Ephemeral invocations #166

davidchisnall · 2021-08-03T08:53:18Z

Is your feature request related to a problem? Please describe.
I want to run jobs in a throw-away jail that is reset to a previous state on exit. In most container systems, this is accomplished with an ephemeral layer over the top of a container image.

Describe potential alternatives or workaround you've considered (if any)

I currently wrap the pot invocation in a loop the rolls back to the previous snapshot each time. This isn't great for three reasons:

I want to be able to upgrade the immutable base image periodically and I can't do that while the jail is running.
Rolling back is a synchronous operation and so I can't restart the jail until it's finished, whereas destroying a clone can happen concurrently with taking a new clone of the same base FS.
I have to be really careful to make sure I do the rollback in all possible failure modes of the script.

Describe the feature you'd like to have

[] An ephemeral variant of pot start that cloned the filesystem, ran from the clone, and destroyed it at the end.
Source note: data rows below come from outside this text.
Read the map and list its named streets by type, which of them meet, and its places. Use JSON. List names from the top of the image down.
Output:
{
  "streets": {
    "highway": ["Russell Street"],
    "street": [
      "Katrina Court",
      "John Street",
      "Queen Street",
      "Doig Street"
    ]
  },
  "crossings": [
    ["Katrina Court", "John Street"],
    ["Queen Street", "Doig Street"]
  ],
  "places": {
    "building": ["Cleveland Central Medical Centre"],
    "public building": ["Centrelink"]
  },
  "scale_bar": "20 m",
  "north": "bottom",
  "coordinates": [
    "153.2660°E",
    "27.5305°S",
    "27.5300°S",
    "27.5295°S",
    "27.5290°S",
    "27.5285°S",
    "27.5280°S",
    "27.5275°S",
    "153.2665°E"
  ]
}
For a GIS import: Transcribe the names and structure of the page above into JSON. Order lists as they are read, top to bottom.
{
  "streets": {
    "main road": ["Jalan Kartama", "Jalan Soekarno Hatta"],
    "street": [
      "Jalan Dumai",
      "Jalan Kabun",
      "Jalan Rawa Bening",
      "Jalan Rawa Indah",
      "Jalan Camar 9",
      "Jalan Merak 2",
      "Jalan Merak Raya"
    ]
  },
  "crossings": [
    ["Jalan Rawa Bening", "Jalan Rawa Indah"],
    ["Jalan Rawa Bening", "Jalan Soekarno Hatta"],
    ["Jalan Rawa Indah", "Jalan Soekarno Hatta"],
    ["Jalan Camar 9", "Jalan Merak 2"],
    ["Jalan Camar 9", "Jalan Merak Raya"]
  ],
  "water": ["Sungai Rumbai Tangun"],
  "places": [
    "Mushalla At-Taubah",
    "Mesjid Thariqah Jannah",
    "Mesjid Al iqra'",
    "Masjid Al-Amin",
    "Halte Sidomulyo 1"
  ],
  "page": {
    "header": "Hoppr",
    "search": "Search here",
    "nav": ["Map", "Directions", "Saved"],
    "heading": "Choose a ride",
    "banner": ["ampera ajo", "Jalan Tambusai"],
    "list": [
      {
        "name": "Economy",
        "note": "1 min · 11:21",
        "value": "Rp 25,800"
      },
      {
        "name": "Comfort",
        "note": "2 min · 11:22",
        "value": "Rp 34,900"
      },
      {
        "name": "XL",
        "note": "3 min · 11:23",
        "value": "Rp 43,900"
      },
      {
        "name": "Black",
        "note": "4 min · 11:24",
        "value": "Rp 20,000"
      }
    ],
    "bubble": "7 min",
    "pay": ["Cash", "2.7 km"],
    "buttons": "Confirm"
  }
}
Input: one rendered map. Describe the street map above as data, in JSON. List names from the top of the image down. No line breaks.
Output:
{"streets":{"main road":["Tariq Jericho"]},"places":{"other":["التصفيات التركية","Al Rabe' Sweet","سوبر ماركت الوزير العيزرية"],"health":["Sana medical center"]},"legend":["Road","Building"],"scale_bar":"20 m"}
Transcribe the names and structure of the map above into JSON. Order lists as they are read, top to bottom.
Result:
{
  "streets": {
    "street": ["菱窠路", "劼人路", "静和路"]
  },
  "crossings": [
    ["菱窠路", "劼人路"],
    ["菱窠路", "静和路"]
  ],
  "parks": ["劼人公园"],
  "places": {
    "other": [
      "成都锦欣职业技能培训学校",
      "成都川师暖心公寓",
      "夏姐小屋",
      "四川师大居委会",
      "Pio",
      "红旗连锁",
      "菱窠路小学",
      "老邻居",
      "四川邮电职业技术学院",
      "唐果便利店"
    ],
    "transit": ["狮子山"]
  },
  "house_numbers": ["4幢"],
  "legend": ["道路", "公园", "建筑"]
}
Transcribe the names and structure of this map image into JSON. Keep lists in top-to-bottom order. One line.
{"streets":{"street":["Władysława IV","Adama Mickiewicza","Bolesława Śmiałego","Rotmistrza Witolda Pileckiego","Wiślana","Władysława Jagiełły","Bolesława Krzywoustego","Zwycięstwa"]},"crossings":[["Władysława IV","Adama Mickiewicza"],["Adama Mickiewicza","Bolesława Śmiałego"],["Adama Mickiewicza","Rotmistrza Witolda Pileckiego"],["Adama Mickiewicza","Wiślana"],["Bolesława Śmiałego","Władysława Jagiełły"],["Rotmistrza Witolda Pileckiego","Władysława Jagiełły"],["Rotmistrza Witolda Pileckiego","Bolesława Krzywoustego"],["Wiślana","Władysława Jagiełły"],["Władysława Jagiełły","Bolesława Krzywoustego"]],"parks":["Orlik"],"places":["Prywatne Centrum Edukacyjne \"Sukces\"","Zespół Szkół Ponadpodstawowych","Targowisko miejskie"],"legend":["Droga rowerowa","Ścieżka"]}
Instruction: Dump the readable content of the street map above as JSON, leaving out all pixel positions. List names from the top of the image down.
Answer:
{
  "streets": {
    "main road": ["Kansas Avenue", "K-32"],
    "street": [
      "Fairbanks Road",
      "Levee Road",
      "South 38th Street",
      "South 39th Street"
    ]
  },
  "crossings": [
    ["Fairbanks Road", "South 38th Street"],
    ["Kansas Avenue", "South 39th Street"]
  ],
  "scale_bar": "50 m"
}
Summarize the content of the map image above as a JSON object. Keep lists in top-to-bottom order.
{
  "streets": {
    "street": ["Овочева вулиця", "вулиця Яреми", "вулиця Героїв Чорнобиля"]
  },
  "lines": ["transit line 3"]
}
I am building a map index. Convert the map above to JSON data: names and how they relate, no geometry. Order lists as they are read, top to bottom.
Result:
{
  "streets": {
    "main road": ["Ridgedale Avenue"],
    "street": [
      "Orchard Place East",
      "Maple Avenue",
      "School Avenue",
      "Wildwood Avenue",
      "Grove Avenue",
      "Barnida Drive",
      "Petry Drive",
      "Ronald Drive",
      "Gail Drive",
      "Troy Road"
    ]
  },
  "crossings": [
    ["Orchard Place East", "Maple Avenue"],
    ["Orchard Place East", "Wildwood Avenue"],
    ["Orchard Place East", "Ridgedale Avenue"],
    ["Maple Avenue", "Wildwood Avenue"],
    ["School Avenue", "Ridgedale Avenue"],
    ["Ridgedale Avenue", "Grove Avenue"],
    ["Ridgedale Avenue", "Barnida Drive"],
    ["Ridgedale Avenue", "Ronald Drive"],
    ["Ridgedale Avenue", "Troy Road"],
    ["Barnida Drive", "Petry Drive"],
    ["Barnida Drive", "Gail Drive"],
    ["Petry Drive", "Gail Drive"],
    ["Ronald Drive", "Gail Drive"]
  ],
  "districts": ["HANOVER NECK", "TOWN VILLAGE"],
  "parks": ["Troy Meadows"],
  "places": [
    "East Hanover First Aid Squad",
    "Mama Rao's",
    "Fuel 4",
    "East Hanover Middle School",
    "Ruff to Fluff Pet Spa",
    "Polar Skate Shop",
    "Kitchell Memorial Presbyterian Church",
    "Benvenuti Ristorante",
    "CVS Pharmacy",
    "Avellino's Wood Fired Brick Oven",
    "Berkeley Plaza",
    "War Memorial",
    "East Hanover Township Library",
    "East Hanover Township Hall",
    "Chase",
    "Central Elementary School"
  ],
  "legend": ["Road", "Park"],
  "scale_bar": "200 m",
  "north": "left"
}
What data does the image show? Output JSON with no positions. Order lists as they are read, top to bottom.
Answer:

If these clones live in a fixed part of the zpool namespace then pot can clean them up easily at the end.
[] A pot rename command so that I can atomically replace the immutable base image when I upgrade.
[] A mechanism to specify the zfs quota property for the ephemeral filesystem.

The text was updated successfully, but these errors were encountered:

grembo · 2021-08-03T13:27:19Z

While not being packaged in a feature, you can do something like this already, which should improve the situation:

# create base pot
pot create -p immutable -t single -b 13.0

# snapshot and clone
pot snapshot -p immutable
pot clone -P immutable -p mutable

# start derived pot
pot start mutable

# change stuff in immutable
echo "Changed some things" >/opt/pot/jails/foundation/m/blabla

# resnapshot and create new clone
pot snapshot -p immutable
pot clone -P immutable -p mutable_new

# stop old clone and move new clone into place
pot stop -p mutable
pot rename -p mutable -n mutable_old
pot rename -p mutable_new -n mutable
pot start mutable

# destroy old clone
pot destroy -p mutable_old

davidchisnall · 2021-08-03T14:28:16Z

Thanks, that sounds like it's enough for what I need. I missed the clone and rename commands.

davidchisnall · 2021-08-04T11:49:31Z

I've now done this. It would be nice to have an atomic destructive rename that pot protected from concurrent clones, but I can work around this by wrapping the rename in a script that I run while holding the same lock file that I hold while doing the clone.

davidchisnall · 2021-08-05T17:16:13Z

This actually doesn't do quite what I need, because the cloned invocation is linked to the original and so I can't replace the base one without stopping the running ones (which I don't want to do, I want them to gracefully exit).

A pot promote would do what I need, I believe. I can hack around this by doing the promote myself, but now I'm hard-coding pot's use of ZFS.

grembo · 2021-08-05T17:40:07Z

This actually doesn't do quite what I need, because the cloned invocation is linked to the original and so I can't replace > the base one without stopping the running ones (which I don't want to do, I want them to gracefully exit).

Is this a way of saying "I want to be able to rename a running pot"?

grembo · 2021-08-05T18:02:47Z

p.s. Can't you simply use clone + unique jail names (e.g., using uuids)? That's what the nomad plugin does when invoking "pot prepare".

davidchisnall · 2021-08-05T19:10:16Z

Is this a way of saying "I want to be able to rename a running pot"?

That might work.

p.s. Can't you simply use clone + unique jail names (e.g., using uuids)? That's what the nomad plugin does when invoking "pot prepare".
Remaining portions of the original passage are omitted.